Cape Town, South Africa — For the United States, there are few more important decisions about our relationship with South Africa than one soon to be made by the office of the United States Trade Representative. On the face of it, the choice might seem a small matter, but the U.S. decision on whether to retain South Africa under the terms of the African Growth and Opportunity Act will be a primary determinant of the direction in which the South African economy and political structure moves.
The act generally allows qualified nations of Africa to export to America duty-free, and it has worked best for those economies which have the capacity to use it. Unfortunately, South Africa is one of the few countries for whom it has worked well. No country has benefited more under the act than has South Africa, and if some get their way by dropping the country, no one will suffer more for its success.
On one hand, those who favor dropping South Africa argue that it, by the nature of its economy, should be declared a success and be "graduated" out of the act. It should not be given the same benefits as far less developed nations, they say. What this means to South Africa is that its trade with the United States would be significantly reduced, as the duty-free access to the U.S. market would be lost, and South Africa would have to turn more to Asia and other markets for its trading partners, just at a time when many in South Africa are beginning to question the benefits of China's engagement in Africa.
China has certainly added to infrastructure development in Africa, but at the same time it has done little to build African worker capacity, bringing its own workforce to Africa, and often leaving that workforce permanently in Africa as colonizers. Another growing problem is the wholesale slaughter of African wildlife for the Chinese market.
Rhinoceroses are killed for the belief that the powdered horn increases virility and the animal is nearing extinction in the wild. Whole herds of elephants are gunned down for the Chinese ivory market, and the taste of exotic meat in China and Southeast Asia is adding rapidly to the disappearance of species throughout Africa. Africa's unique heritage and the billions of dollars in tourism are being threatened by the Chinese marketplace. It its unique wildlife that is the spiritual reservoir of many Africans.
Some South Africans suspect that their country may be removed from the African Growth and Opportunity Act because of political factors. The political relationship with America is strained for a variety of reasons. South Africa killed trade negotiations for a free trade regional agreement with the United States, and it has opposed key U.S.

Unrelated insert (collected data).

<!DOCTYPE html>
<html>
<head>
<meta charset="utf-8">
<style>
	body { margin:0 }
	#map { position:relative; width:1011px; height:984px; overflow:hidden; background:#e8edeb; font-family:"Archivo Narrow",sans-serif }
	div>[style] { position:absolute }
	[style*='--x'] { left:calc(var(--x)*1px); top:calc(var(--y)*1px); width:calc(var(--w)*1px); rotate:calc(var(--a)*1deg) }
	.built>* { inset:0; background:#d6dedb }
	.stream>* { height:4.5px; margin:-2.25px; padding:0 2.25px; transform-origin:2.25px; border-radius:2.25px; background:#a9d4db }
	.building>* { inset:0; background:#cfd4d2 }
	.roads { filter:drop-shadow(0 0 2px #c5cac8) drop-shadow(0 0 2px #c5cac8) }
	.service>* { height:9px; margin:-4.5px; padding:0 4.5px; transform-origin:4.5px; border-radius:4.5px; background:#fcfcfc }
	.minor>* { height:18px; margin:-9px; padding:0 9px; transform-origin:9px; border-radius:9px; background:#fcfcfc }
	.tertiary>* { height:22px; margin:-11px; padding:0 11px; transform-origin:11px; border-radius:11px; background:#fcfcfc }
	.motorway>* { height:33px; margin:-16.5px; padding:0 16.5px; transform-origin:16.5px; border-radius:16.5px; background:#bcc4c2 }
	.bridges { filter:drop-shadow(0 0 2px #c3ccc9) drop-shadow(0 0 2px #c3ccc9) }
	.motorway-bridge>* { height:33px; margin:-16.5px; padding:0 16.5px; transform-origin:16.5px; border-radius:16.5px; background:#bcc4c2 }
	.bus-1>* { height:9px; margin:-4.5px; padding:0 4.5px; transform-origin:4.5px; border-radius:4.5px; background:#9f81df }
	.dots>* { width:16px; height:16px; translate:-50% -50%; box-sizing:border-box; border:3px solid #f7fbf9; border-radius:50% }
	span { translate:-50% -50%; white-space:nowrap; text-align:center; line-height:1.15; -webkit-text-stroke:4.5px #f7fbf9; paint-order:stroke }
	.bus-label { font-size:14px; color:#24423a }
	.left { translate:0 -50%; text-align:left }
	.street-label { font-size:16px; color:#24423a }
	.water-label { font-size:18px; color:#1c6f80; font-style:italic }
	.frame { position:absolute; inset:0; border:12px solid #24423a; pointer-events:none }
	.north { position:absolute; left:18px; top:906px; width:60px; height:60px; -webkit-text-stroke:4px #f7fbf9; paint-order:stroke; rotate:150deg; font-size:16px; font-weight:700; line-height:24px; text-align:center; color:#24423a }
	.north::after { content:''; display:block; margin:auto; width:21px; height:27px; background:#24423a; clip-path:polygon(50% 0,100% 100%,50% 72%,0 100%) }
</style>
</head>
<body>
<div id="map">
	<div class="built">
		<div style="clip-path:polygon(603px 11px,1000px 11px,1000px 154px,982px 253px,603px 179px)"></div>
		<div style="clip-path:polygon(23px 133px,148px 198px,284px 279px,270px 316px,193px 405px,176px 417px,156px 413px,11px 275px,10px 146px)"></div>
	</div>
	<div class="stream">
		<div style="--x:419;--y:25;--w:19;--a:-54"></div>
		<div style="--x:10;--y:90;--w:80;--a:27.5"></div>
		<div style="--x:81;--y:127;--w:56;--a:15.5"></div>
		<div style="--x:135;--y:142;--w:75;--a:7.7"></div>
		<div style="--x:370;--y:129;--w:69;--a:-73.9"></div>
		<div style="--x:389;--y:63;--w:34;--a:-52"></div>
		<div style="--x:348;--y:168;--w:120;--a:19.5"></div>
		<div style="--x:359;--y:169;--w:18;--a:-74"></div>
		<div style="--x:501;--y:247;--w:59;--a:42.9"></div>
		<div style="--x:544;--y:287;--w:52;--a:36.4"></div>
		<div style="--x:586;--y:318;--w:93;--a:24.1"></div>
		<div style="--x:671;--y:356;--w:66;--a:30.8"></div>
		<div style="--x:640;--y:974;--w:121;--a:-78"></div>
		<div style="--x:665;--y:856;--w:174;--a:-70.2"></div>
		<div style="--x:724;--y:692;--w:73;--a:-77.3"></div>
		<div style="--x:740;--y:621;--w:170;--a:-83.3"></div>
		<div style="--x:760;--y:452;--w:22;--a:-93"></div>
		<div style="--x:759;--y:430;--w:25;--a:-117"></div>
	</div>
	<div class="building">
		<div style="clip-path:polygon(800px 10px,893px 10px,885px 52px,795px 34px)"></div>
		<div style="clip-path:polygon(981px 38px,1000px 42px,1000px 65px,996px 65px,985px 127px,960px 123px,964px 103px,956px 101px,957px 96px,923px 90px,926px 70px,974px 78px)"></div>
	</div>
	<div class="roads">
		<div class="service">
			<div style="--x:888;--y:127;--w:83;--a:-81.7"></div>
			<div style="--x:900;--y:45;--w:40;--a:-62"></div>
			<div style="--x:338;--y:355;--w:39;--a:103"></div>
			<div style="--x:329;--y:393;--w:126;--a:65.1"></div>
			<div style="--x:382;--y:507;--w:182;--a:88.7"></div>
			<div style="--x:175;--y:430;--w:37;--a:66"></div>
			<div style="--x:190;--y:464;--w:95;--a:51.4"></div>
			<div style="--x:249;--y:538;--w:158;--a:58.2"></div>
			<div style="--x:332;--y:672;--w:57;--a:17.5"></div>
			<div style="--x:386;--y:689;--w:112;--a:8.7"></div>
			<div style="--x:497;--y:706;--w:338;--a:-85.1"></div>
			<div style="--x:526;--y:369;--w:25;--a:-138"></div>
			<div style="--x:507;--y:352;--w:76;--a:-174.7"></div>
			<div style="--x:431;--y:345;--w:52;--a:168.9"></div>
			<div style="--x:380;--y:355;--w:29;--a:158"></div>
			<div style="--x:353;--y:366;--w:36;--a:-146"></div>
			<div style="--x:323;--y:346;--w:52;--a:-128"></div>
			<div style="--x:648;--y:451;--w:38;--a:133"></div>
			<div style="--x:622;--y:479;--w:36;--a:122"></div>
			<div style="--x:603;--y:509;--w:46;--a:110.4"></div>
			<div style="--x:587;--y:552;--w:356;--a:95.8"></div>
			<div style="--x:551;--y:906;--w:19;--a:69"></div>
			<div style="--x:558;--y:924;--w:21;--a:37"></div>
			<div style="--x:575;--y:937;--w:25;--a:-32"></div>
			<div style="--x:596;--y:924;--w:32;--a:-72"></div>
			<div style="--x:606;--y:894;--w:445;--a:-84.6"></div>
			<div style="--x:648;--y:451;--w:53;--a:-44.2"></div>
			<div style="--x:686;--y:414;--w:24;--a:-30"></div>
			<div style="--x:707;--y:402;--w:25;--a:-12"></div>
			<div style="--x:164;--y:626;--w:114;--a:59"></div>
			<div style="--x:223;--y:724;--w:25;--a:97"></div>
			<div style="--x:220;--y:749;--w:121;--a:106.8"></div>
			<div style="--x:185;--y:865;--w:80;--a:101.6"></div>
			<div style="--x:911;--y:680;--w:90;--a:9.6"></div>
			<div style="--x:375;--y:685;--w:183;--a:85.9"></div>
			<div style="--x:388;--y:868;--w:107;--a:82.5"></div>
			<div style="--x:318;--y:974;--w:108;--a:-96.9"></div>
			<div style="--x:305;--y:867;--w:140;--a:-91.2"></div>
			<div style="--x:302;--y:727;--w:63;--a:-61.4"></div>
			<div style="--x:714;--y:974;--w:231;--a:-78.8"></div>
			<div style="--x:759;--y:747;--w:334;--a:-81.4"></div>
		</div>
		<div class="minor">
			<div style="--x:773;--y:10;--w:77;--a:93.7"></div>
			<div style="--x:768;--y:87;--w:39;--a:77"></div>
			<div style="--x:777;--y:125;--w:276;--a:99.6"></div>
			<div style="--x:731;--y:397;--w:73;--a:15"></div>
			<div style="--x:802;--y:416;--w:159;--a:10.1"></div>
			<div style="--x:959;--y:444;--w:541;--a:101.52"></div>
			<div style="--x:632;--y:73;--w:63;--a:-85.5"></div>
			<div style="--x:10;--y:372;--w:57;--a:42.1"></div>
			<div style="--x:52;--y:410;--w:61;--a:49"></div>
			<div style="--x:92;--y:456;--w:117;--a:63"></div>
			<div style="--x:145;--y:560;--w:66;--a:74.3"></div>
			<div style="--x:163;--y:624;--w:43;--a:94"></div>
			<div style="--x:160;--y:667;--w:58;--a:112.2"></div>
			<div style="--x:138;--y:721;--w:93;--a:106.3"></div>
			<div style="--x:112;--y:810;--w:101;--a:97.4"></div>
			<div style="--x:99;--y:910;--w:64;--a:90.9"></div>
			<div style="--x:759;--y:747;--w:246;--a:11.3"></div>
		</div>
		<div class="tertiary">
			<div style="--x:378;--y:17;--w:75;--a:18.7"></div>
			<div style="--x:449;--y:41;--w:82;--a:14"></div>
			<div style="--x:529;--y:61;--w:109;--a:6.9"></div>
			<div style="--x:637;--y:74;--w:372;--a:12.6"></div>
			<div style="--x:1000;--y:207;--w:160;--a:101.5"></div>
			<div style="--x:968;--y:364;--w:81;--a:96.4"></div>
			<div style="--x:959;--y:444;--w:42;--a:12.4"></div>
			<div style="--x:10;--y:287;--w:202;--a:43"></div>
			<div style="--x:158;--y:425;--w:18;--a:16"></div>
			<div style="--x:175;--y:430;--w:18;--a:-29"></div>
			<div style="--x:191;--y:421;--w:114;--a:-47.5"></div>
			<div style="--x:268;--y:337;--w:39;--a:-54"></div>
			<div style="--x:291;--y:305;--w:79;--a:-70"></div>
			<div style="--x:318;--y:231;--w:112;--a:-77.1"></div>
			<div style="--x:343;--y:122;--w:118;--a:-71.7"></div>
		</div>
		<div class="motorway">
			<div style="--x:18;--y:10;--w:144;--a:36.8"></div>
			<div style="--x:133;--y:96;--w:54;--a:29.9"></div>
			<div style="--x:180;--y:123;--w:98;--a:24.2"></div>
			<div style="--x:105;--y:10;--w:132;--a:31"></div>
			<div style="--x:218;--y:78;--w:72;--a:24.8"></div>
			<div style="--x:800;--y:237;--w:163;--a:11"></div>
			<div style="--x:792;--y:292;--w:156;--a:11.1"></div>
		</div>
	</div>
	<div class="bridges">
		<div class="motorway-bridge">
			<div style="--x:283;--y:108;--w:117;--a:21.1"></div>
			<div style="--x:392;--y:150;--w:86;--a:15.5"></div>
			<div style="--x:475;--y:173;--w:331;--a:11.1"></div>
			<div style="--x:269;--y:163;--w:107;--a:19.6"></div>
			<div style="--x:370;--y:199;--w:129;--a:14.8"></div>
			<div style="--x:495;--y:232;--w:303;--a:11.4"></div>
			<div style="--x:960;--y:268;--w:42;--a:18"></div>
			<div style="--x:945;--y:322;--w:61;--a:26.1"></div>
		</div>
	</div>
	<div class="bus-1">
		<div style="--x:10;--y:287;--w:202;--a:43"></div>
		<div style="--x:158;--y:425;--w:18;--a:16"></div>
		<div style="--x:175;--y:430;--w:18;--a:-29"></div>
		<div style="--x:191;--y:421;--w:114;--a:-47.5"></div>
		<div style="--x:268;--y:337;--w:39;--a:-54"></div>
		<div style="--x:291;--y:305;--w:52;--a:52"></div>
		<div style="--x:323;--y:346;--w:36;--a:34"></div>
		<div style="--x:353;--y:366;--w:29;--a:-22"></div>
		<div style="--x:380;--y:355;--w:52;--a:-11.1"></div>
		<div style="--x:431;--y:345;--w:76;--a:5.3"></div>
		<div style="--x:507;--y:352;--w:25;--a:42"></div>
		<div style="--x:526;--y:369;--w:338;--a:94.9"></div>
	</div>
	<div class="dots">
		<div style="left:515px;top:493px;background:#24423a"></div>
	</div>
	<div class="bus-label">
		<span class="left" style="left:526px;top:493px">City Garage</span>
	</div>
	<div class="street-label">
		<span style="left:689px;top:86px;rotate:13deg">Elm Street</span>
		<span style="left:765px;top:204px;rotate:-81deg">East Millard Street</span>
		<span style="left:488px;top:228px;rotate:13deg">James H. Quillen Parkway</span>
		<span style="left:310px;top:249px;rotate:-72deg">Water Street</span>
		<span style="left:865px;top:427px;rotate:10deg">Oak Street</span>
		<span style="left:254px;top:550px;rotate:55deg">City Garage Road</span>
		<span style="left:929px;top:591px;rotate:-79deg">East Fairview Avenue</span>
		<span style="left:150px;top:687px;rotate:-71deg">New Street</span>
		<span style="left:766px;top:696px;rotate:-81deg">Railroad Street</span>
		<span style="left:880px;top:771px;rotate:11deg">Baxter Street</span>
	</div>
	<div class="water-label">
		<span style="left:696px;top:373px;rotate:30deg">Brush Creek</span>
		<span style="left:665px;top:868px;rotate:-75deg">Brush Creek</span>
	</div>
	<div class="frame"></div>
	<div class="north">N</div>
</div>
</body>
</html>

international policies, including the Iraq War and sanctions on Iran, a country for which South Africa depends on for its fuel supply. More than a third of the oil South Africa imports comes from Iran. There is also a growing sense that President Jacob Zuma is about to take the nation on a more eastward tilt, returning to the Cold War alignments with which he was comfortable in his earlier adulthood.
Part of South Africa's image problem is that its two major cities, Johannesburg and Cape Town, are well developed cities, but appearances are deceiving at best. Upon arriving in South Africa, headlines told of the massive power shortages in these cities. Yesterday, more than 400 communities in the Johannesburg area reported power shortages. In the region affected there are only four qualified electricians to address the problem. In the offices of the city of Johannesburg, newspapers reported that because the only printing press in the building had not been repaired for five months, there was a backlog of permits necessary for any new construction in Johannesburg.
The unemployment figures cited by the South African government are around 25 percent of the workforce. Some believe the figures are closer to 50 percent, a virtual time bomb in the underbelly of the nation.
These figures and the many daily trials of life in South Africa are not those of a developed nation. To remove South Africa from qualification as an African Growth and Opportunity Act-approved nation not only takes out the law's primary success story, it sends the South African economy backwards, rushing away from any hope of a stronger economic and political relationship with the United States. It will also allow the political demagogues of South Africa to demonize the United States further at a time when many business and civic leaders are seeking a closer economic relationship with the U.S., if for no other reason than to bring balance to the relationship with China that is beginning to overwhelm parts of the country.
A strong U.S. relationship with South Africa could help both the American and South African economies. The African Growth and Opportunity Act allows for more buyers and sellers from the two countries. If the U.S. wants a long-term economic relationship with South Africa, its inclusion in the law needs to be retained.